This does not mean that all aspects of church life will disappear. In any case the sheer momentum from the past is sufficient to carry the churches forward for quite some time into the future. It is within that time that the churches have to find their new role and mode of operation within the kind of the world we live in today. Robert Bellah, a sociologist with considerable theological expertise, wrote nearly 30 years ago in a book entitled Beyond Belief, ‘Each individual must be free to work our his/her own ultimate solutions. The most the church can do is to provide a favourable environment for doing so without imposing on him/her a prefabricated set of answers.’v

The role of the church is no longer to supply the answers to the questions of the meaning of life. It is rather to assist people to walk the path of faith and to find their own answers. This means the future role of the church is to be what may be called the Open Church. An Open Church welcomes all people, irrespective of race, ideology or creed. It is based on our common humanity and exists to provide for people mutual support, encouragement and spiritual nurture.

An Open Church does not exist to compete with other paths of faith, to proselytize and make all people Christian. We do well to remember the harsh criticism Jesus is said to have delivered to the proselytizers of his day - ‘You traverse sea and land to make a single proselyte, and then make him twice as much a child of hell as yourselves’. An Open Church is Christian only to the extent that it has not deliberately cut itself off from the Christian heritage of the past, but continues to draw upon it for inspiration and guidance. But the Open Church is also free to draw from other religious traditions including humanism.

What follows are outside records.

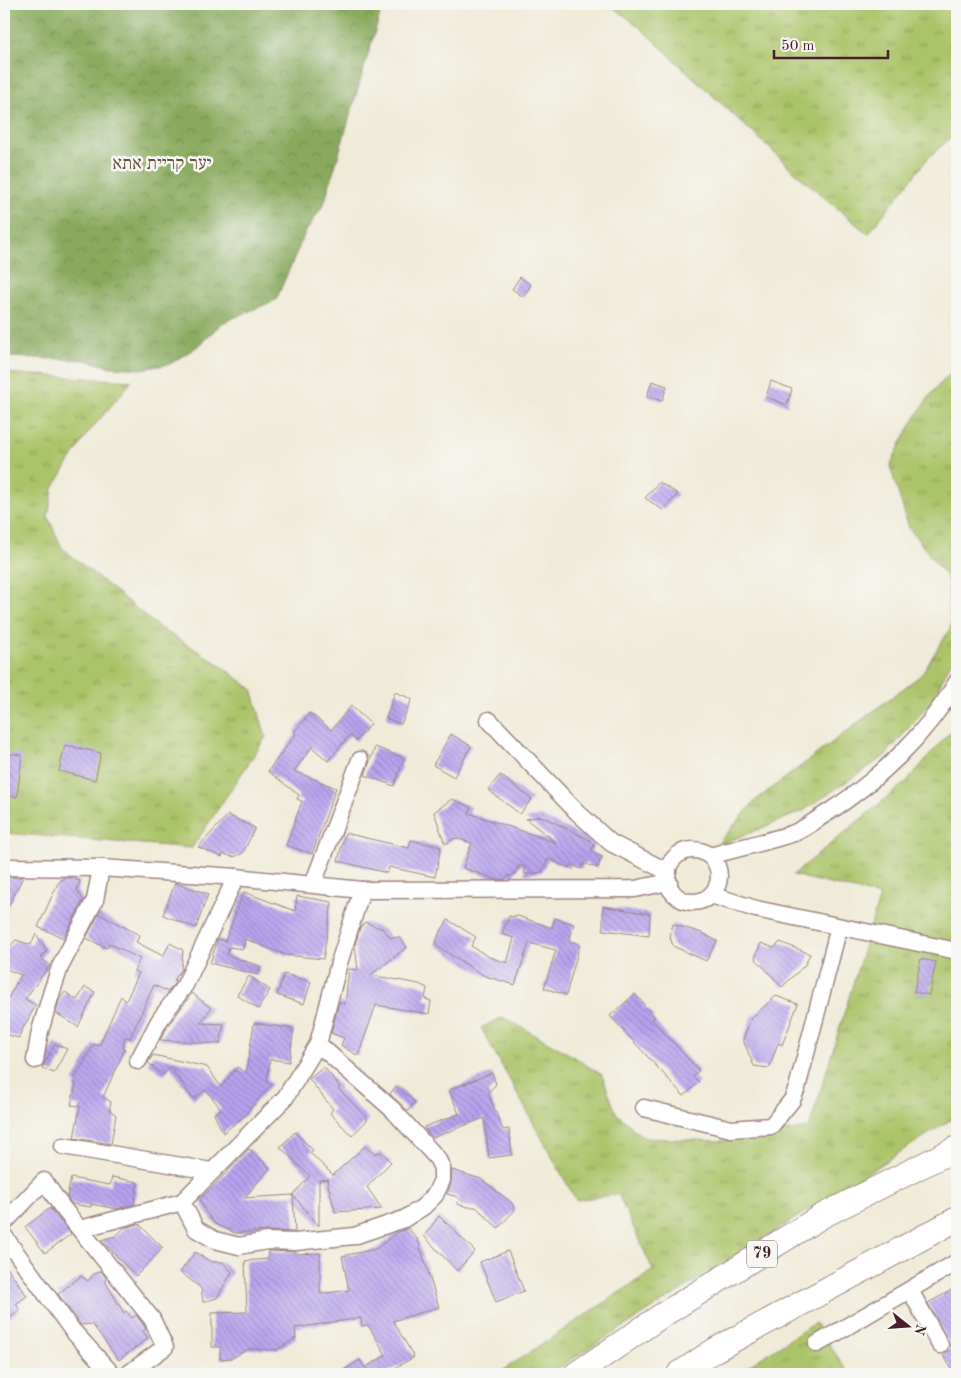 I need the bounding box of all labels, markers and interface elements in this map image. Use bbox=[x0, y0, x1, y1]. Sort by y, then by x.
scale bar bbox=[774, 28, 887, 60]
text: 50 m bbox=[781, 39, 815, 54]
park label: יער קריית אתא bbox=[113, 155, 212, 173]
road number: 79 bbox=[747, 1240, 777, 1268]
north arrow bbox=[884, 1300, 934, 1350]
text: N bbox=[911, 1322, 928, 1337] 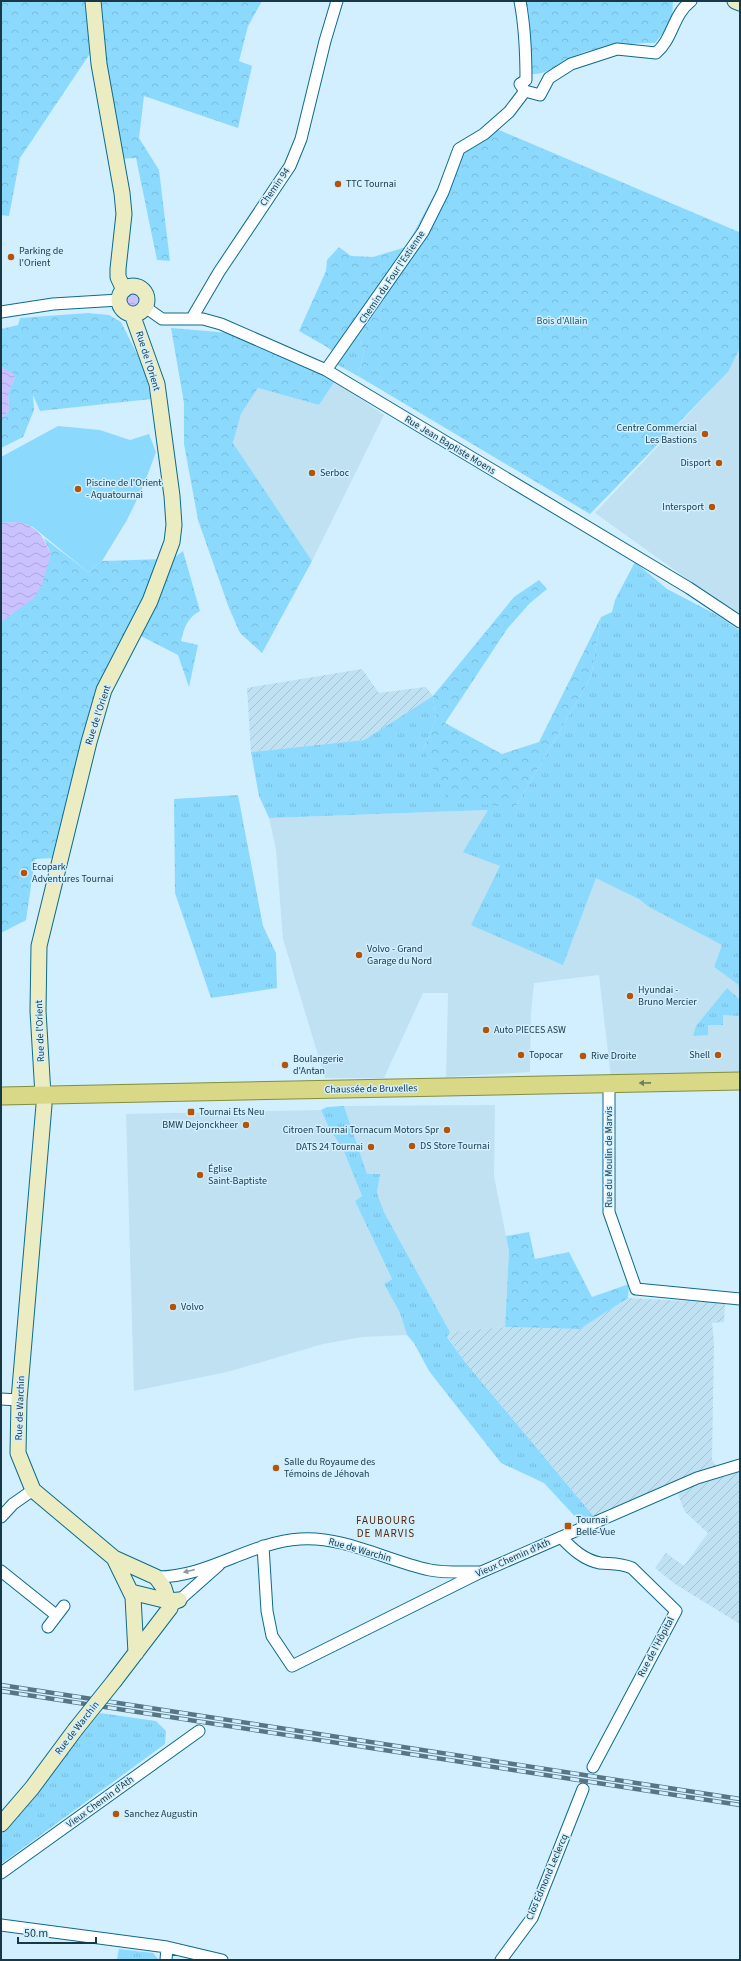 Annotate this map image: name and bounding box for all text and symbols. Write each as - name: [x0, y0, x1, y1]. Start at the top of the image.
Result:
- street label: Chemin 94: [257, 165, 293, 209]
- place label: TTC Tournai: [346, 177, 396, 191]
- marker: TTC Tournai: [333, 179, 343, 189]
- street label: Chemin du Four l'Estienne: [356, 228, 428, 326]
- place label: Parking de l'Orient: [19, 244, 63, 270]
- marker: Parking de l'Orient: [6, 252, 16, 262]
- park label: Bois d'Allain: [537, 314, 587, 328]
- street label: Rue de l'Orient: [132, 329, 164, 393]
- street label: Rue Jean Baptiste Moens: [402, 412, 498, 478]
- place label: Centre Commercial Les Bastions: [617, 421, 697, 447]
- marker: Centre Commercial Les Bastions: [700, 429, 710, 439]
- place label: Disport: [680, 456, 712, 470]
- marker: Disport: [714, 458, 724, 468]
- place label: Serboc: [320, 466, 350, 480]
- marker: Serboc: [307, 468, 317, 478]
- place label: Piscine de l'Orient - Aquatournai: [86, 476, 162, 502]
- marker: Piscine de l'Orient - Aquatournai: [73, 484, 83, 494]
- place label: Intersport: [662, 500, 705, 514]
- marker: Intersport: [707, 502, 717, 512]
- street label: Rue de l'Orient: [82, 683, 114, 747]
- place label: Ecopark Adventures Tournai: [32, 860, 113, 886]
- marker: Ecopark Adventures Tournai: [19, 868, 29, 878]
- place label: Volvo - Grand Garage du Nord: [367, 942, 432, 968]
- marker: Volvo - Grand Garage du Nord: [354, 950, 364, 960]
- place label: Hyundai - Bruno Mercier: [638, 983, 697, 1009]
- marker: Hyundai - Bruno Mercier: [625, 991, 635, 1001]
- street label: Rue de l'Orient: [32, 999, 48, 1062]
- place label: Auto PIECES ASW: [494, 1023, 566, 1037]
- marker: Auto PIECES ASW: [481, 1025, 491, 1035]
- place label: Topocar: [529, 1048, 564, 1062]
- place label: Shell: [689, 1048, 710, 1062]
- place label: Rive Droite: [591, 1049, 636, 1063]
- marker: Topocar: [516, 1050, 526, 1060]
- marker: Shell: [713, 1050, 723, 1060]
- marker: Rive Droite: [578, 1051, 588, 1061]
- place label: Boulangerie d'Antan: [293, 1052, 344, 1078]
- marker: Boulangerie d'Antan: [280, 1060, 290, 1070]
- one-way arrow: [638, 1080, 651, 1086]
- street label: Chaussée de Bruxelles: [325, 1081, 417, 1097]
- place label: Tournai Ets Neu: [199, 1105, 264, 1119]
- street label: Rue du Moulin de Marvis: [602, 1106, 616, 1208]
- marker: Tournai Ets Neu: [186, 1107, 196, 1117]
- place label: BMW Dejonckheer: [162, 1118, 239, 1132]
- marker: BMW Dejonckheer: [241, 1120, 251, 1130]
- place label: Citroen Tournai Tornacum Motors Spr: [283, 1123, 440, 1137]
- marker: Citroen Tournai Tornacum Motors Spr: [442, 1125, 452, 1135]
- place label: DS Store Tournai: [420, 1139, 490, 1153]
- place label: DATS 24 Tournai: [296, 1140, 363, 1154]
- marker: DS Store Tournai: [407, 1141, 417, 1151]
- marker: DATS 24 Tournai: [366, 1142, 376, 1152]
- place label: Église Saint-Baptiste: [208, 1162, 267, 1188]
- marker: Église Saint-Baptiste: [195, 1170, 205, 1180]
- place label: Volvo: [181, 1300, 204, 1314]
- marker: Volvo: [168, 1302, 178, 1312]
- street label: Rue de Warchin: [12, 1375, 28, 1441]
- place label: Salle du Royaume des Témoins de Jéhovah: [284, 1455, 375, 1481]
- marker: Salle du Royaume des Témoins de Jéhovah: [271, 1463, 281, 1473]
- district label: FAUBOURG DE MARVIS: [356, 1513, 416, 1541]
- place label: Tournai Belle-Vue: [576, 1513, 615, 1539]
- marker: Tournai Belle-Vue: [563, 1521, 573, 1531]
- street label: Rue de Warchin: [327, 1534, 393, 1566]
- street label: Vieux Chemin d'Ath: [473, 1535, 553, 1581]
- one-way arrow: [182, 1569, 195, 1575]
- street label: Rue de l'Hôpital: [634, 1614, 678, 1680]
- street label: Rue de Warchin: [52, 1698, 102, 1758]
- street label: Vieux Chemin d'Ath: [63, 1773, 137, 1831]
- place label: Sanchez Augustin: [124, 1807, 198, 1821]
- marker: Sanchez Augustin: [111, 1809, 121, 1819]
- street label: Clos Edmond Leclercq: [523, 1832, 571, 1922]
- scale bar: [18, 1919, 96, 1945]
- text: 50 m: [24, 1925, 48, 1942]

And what of the priesthood or ordained ministry in the Open Church? It is noticeable that the role of the Christian ministry has already begun to show significant change. Many clergy now see their role as non-directive counsellors rather than as authoritative prescribers of the path we are to walk in. In the Open Church there will still be a valuable role to be played by people who have special gifts and training as teachers, advisers, facilitators and resource persons. But the Open Church will not be ruled or dominated by a priesthood, as in the past. In so far as some kind of orderly organization is necessary it will operate democratically. Ever since the Protestant Reformation church life has been moving steadily towards the democratic model. The time is now past for authority to be exerted from above, as in Roman Catholic, Episcopal and even Presbyterian Churches.

It is strangely paradoxical that this model of the Open Church as a fluid organization with flexible membership, democratically organized, is remarkably close to the model of the Jewish synagogue from which primitive Christianity derived its first form of organization. The synagogue, quite unlike all other religious institutions of the ancient world, was a laypersons' institute. It was non-priestly and non-ritualistic. It was simply, as its Greek name tells us, a coming together for fellowship, mutual support, the reading of the Bible and spiritual exercises. Even though the Jewish synagogue did become more formalized through the centuries it has remained much closer to its original form even to this day. The Christian Church, by contrast, adopted patterns of power structures, first from the Roman Empire and subsequently from medieval feudalism. It is these which have become outmoded.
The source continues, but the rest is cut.